Since the Federal Reserve started raising its benchmark interest rate earlier this year, mortgage rates have doubled, which has slammed the brakes on a nationwide construction spree. Recent federal data shows month-over-month declines in construction spending, housing starts, and building permits. Just last week, the National Association of Home Builders said the industry was in a recession.
It turns out that's not the case for multi-family construction. The same industry group said that the number of apartments with five or more units currently under construction is up 24.8 percent year-over-year. In part, the uptick is related to the tight market for single-family homes.
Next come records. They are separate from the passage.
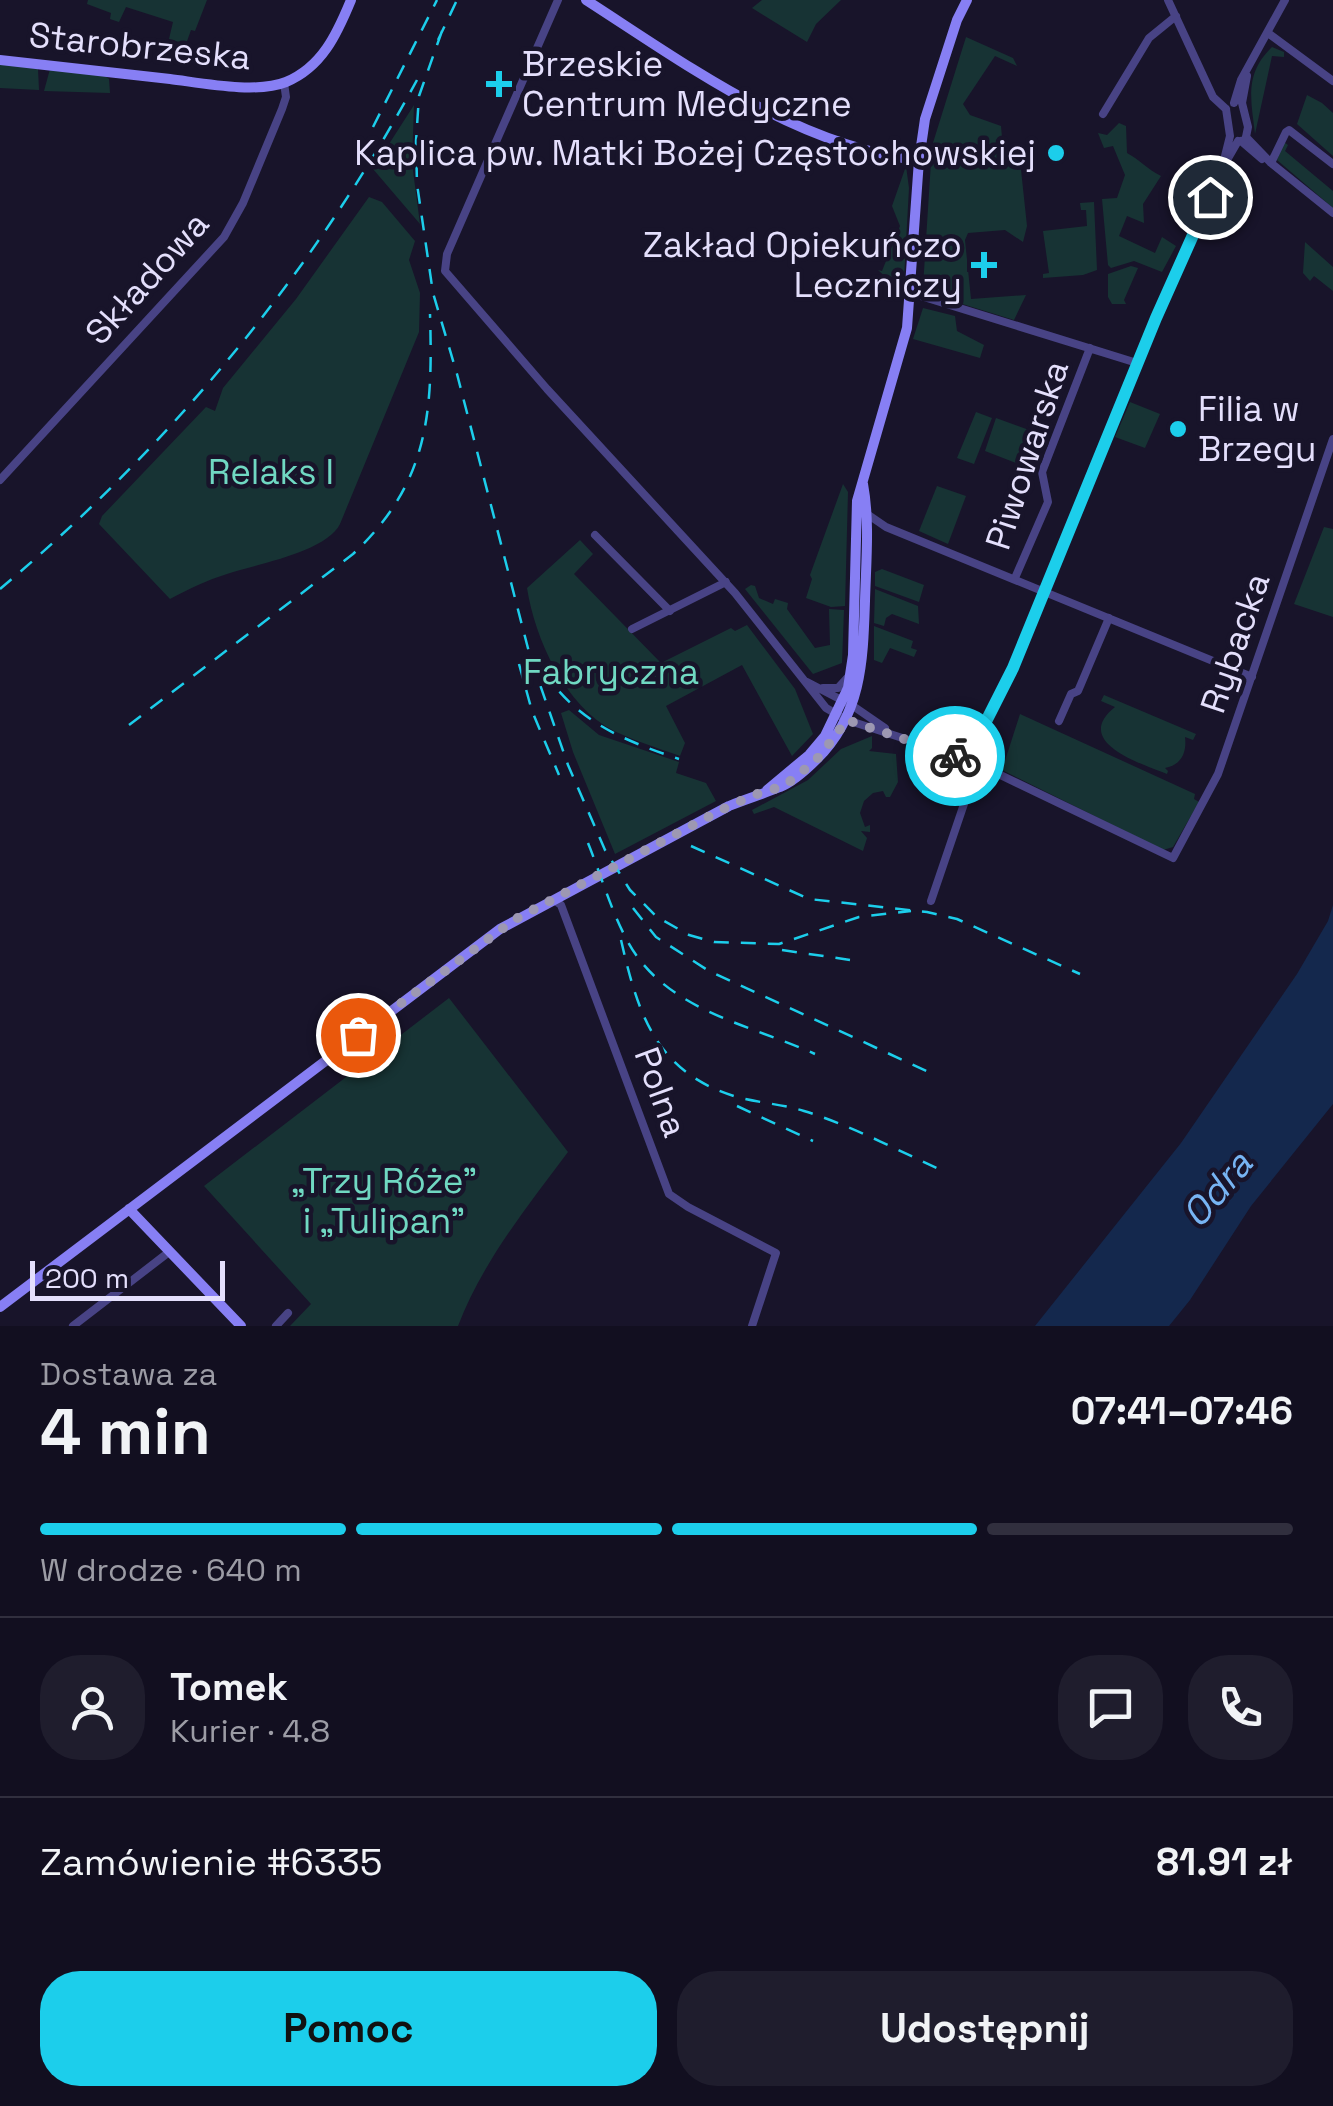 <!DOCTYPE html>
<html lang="pl">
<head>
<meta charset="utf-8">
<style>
	:root { --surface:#120f20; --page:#1f1d2d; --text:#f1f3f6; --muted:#9c9ca5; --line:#312f3e; --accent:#1cceeb }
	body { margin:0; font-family:"Space Grotesk",sans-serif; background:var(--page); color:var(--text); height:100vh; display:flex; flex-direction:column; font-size:38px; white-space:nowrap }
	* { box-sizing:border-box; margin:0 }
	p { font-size:32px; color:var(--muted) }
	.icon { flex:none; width:55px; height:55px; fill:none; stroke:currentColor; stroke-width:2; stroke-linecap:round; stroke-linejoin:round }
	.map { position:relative; height:1326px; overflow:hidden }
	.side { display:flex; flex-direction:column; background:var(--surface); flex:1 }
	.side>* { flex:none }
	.scale { position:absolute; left:30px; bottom:25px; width:195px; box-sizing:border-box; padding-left:10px; border:5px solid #e4dffc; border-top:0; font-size:28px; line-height:35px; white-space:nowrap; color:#e4dffc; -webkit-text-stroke:8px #18142a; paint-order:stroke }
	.pin { position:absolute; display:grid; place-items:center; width:85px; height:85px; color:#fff; margin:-42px; border:5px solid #fff; border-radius:50%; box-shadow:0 2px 10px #0007 }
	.courier { position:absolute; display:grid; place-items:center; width:100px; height:100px; margin:-50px; border:8px solid #1cceeb; border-radius:50%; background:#fff; color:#222; box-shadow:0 2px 12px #0007 }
	.summary em { font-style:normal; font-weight:600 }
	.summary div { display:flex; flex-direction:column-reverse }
	.summary { display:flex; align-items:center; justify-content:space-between; height:170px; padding:0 40px }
	h1 { font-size:65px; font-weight:600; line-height:75px }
	.bar { display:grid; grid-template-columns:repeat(4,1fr); gap:15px 10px; align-content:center; height:120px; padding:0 40px }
	.bar i { height:12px; border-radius:8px; background:var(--line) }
	.bar .current { background:var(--accent) }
	.bar p { grid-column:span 4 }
	.line { display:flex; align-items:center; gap:25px; padding:0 40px; border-top:2px solid var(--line) }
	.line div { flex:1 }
	.round { display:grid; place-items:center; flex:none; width:105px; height:105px; border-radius:40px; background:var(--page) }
	.action { display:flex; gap:20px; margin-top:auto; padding:20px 40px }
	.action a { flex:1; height:115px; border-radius:40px; background:var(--accent); color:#111; font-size:40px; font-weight:600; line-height:115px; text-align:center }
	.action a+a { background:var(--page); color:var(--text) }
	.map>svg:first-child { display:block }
</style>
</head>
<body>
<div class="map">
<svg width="1333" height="1326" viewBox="0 0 1333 1326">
	<rect width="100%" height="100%" fill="#18142a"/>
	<path fill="#173334" d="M88,0H207L195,31L191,30L186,44L169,39L173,22L126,7L119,22L110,19L111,13L87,4Z
		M762,0H841L816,24L807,42L752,8Z
		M966,37L1013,58L1017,66L995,56L963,104L970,115L1001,126L1003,149L1019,151L1027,226L1023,242L1005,230L968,233L965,240L971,299L1026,295L1014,320L927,293L923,287L932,146Z
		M1272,47L1284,52V57L1272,56L1255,134C1251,100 1244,74 1272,47Z
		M0,63L38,69L39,90L0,88Z
		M50,69L104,75L109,79L110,93L44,91Z
		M1307,95L1322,103L1333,113V156L1297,124Z
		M414,105L412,163L420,224L373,169Z
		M1119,123L1126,126L1127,153C1140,160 1147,169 1161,176L1143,204L1144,223L1127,216L1119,236L1155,253L1162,237L1176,246L1162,272L1134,261L1111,268L1108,265L1102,199L1117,198L1125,175L1113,146L1104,148L1098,133L1107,135Z
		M1284,142L1288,145L1285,151L1333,191V208L1277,160Z
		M906,166L909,188L904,279L900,284L890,281L878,270L882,271L900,226L892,206Z
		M369,197L382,202L415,241L409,260L420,293L419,332L340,524C326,552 257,564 227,574C207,580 189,589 170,599L99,524L102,516L206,407L215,411L223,388L296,299Z
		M1094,202L1097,270L1083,275L1043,278V274L1049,273L1043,231L1087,226L1086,210H1081L1080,203Z
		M1305,242L1333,267V291L1314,276L1310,281L1303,273Z
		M1131,266L1138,268L1124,300L1126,304H1112L1108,297V274Z
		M923,308L955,316L957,331L984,345L980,358L913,339Z
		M1130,402L1160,414L1145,448L1115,437Z
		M976,412L992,418L974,464L957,458Z
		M996,418L1029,430L1016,463L985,451Z
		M843,484L848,492L845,606L831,607L806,598L812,579L810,575Z
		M937,486L966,496L948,544L919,531Z
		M1324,527L1333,529V617L1294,604Z
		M580,540L593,554L574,574L661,663L731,628L735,631L747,625L795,689L813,734L792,756L742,665L666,706L685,743L680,756C658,748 635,741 614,731C565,706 535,639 527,588Z
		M882,569L924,585L919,602L875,586V572Z
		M751,585L755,586L759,598L773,604L775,599L788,603L787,609L815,648L830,645L829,609L844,610L842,663L813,674L745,589Z
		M875,589L918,606L919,624L892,614L886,618L884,626L874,623Z
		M874,626L913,641L911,648L917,650L914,657L890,648L882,663L874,660Z
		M1104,695L1196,734L1193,740L1185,737C1187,753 1181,765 1165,768L1168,771L1167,774C1142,764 1071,742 1115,707L1101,701Z
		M569,710L599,735L679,762L676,773L706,783L716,801L615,854L573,752L561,713Z
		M1020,714L1195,794L1194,799L1199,802L1173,847L1163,850L1002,770Z
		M872,736V748L869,751L896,754L898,782L890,797H886L883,791L873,793L864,801L860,813L865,827L870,825V832L861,831L867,838L863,851L774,807L754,814L752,810L808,780L841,749Z
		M449,998L568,1152C527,1207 483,1261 458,1326H290L311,1304L204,1186Z"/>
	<path fill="#14284d" d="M1333,905V1104L1251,1206L1190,1300L1169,1326H1035L1181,1143L1297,974L1328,921Z"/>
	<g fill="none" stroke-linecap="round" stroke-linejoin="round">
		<path stroke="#484385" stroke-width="8" d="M558,0L447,254L445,271L547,389L735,593L826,708L847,720L967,759L1173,858L1218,774L1333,439
			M1168,0L1213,97L1226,109
			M1268,33L1333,81
			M1234,103L1241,80L1285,0
			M1103,114L1149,38L1176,16
			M1246,137L1271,163L1333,213
			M1246,137L1248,127L1242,103L1247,76
			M1241,141L1262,159
			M1271,163L1286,132L1289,130L1333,164
			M1223,164L1230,136L1226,109
			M911,293L1137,363
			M0,480L224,237L243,203L282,109L286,97L284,83
			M867,514L886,527L1252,677
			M595,535L670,611
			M1015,578L1048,502L1042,472L1090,348
			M632,629L726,582
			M807,682L853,706L885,728
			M823,688H838L849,676
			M1059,721L1071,694L1078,691L1081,684L1109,618
			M967,759L1013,668L1156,319L1223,167L1238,141
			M554,900L561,905L669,1194L688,1207L776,1253L752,1326
			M931,901L965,801L967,759
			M73,1326L169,1252
			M276,1326L288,1313"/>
		<path stroke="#877ff4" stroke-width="10" d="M586,0C684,63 799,148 919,160
			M0,60C57,66 113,73 170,79C202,83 256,94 286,82C322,67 337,34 351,0
			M767,790L809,755L825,736L848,688L853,655L857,501L907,328L919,160L925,119L957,20L967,0
			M129,1209L241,1326
			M0,1307L500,929L729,806C746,799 763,794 780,787C793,782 807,769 817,759C862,714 863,661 865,601C866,562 870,522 863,484"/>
		<path stroke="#1cceeb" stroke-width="2.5" stroke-dasharray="15 12" stroke-linecap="butt" d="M442,31L419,96L416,141L417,184L433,293L457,374L530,656L568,765L605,850L630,890L657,917L689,935L714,942L779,944L859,917L911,911
			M438,40L457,0
			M373,127L437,0
			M0,589C170,446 311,276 417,80
			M519,664L532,711L559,775
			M543,670C577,722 623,740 679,759
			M129,725L353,554C429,483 433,412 430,314
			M588,843C601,875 611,911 628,942C666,1011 749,1024 815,1054
			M691,846L809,899L927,912L957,919L1080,974
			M633,908L656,937L709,971L931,1073
			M621,940C638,1014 656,1073 737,1097C759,1103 782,1104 804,1111C850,1125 895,1149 939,1169
			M782,950L850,960
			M737,1106L813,1141"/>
	</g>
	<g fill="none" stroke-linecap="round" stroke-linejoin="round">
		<path stroke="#9d98b2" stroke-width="10" stroke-dasharray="0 18" d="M358,1035L514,920L729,806L767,790L780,788L795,778L820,756L847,720L955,756"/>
		<path stroke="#1cceeb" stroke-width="12" d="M955,756L967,759L1013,668L1156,318L1210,197"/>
	</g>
	<g fill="#1cceeb" stroke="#18142a" stroke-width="4">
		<path d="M494 69h10v10h10v10h-10v10h-10v-10h-10v-10h10z"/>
		<circle cx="1056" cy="153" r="10"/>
		<path d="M979 250h10v10h10v10h-10v10h-10v-10h-10v-10h10z"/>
		<circle cx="1178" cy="429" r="10"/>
	</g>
	<g text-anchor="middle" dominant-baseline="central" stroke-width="9" stroke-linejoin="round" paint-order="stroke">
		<g font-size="35" fill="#e4dffc" stroke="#18142a">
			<text transform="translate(140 46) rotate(6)">Starobrzeska</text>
			<text transform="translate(147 278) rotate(-48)">Składowa</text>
			<text transform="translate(1027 455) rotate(-72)">Piwowarska</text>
			<text transform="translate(1235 643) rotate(-71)">Rybacka</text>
			<text transform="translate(661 1092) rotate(70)">Polna</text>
		</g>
		<g font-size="35" fill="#e4dffc" stroke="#18142a" text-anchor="start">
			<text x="522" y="64">Brzeskie<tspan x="522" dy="40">Centrum Medyczne</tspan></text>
			<text x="1036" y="153" text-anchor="end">Kaplica pw. Matki Bożej Częstochowskiej</text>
			<text x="962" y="245" text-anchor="end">Zakład Opiekuńczo<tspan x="962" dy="40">Leczniczy</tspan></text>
			<text x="1198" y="409">Filia w<tspan x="1198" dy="40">Brzegu</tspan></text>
		</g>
		<g font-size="35" fill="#70d8c2" stroke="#18142a">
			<text x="271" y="472">Relaks I</text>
			<text x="611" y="672">Fabryczna</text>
			<text x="384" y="1181">„Trzy Róże”<tspan x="384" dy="40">i „Tulipan”</tspan></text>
		</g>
		<g font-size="38" font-style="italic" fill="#77b4f3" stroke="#18142a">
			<text transform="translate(1217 1189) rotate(-50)">Odra</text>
		</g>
	</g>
</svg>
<div class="scale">200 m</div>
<div class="pin" style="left:358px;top:1035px;background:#ea580c"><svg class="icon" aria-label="bag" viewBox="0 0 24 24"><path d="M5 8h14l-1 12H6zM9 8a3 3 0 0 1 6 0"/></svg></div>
<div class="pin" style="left:1210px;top:197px;background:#1f2937"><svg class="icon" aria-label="home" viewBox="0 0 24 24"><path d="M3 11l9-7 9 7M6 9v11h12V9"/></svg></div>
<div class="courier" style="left:955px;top:756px"><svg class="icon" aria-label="bike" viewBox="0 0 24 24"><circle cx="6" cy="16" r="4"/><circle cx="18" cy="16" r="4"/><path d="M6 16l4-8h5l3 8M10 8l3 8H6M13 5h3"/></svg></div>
</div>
<section class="side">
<div class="summary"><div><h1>4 min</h1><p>Dostawa za</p></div><em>07:41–07:46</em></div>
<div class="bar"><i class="current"></i><i class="current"></i><i class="current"></i><i></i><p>W drodze · 640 m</p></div>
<div class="line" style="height:180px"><a class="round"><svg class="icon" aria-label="person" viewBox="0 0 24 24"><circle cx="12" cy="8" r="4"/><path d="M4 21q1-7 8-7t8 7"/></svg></a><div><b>Tomek</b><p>Kurier · 4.8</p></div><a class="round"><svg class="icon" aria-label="chat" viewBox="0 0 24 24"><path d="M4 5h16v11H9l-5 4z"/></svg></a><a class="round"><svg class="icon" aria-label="phone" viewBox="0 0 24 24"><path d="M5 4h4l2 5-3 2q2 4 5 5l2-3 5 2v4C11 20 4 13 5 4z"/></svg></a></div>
<div class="line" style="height:130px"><div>Zamówienie #6335</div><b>81.91 zł</b></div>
<div class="action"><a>Pomoc</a><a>Udostępnij</a></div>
</section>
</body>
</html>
"This construction boom is driven by pent-up demand for apartments nationwide, especially as some renters postpone their dream to become homeowners amid soaring inflation and rising interest rates," said the RentCafe report, which was compiled based on data from research firm Yardi Matrix.
The report also found that New York City, despite its population falling 1.6 percent or roughly 328,000 people in 2021, is leading the pack in multi-family construction. The city is set to add 28,153 new apartments this year, which is almost double the amount that had been built in 2021.
This is notable because the geography of housing demand shuffled during the pandemic. Cities such as Austin, Dallas, and Miami became hotbeds for new construction, while the Big Apple languished in the aftermath of a devastating COVID outbreak that sent many residents packing.
"That’s a remarkable comeback for a metro that has been bleeding residents as a direct consequence of the pandemic and subsequent restrictions," said the report.
Considering their relatively smaller sizes, however, those other cities continue to churn out new apartments at a rapid pace. In a close second, Dallas is set to build 23,571 apartments this year — though this would mark a 10 percent drop from 2021 — and in third place, Miami, which Rent Cafe said has the hottest rental market in the country, is set to add 19,125 apartments in 2022.
Of course, multi-family construction isn't entirely immune to the headwinds buffeting the industry.
“The construction industry is finally returning to pre-pandemic levels of activity but is still being hampered by three familiar challenges: labor shortages; material costs and availability; and supply chain issues," said Doug Ressler, manager of business intelligence at Yardi Matrix, in the report.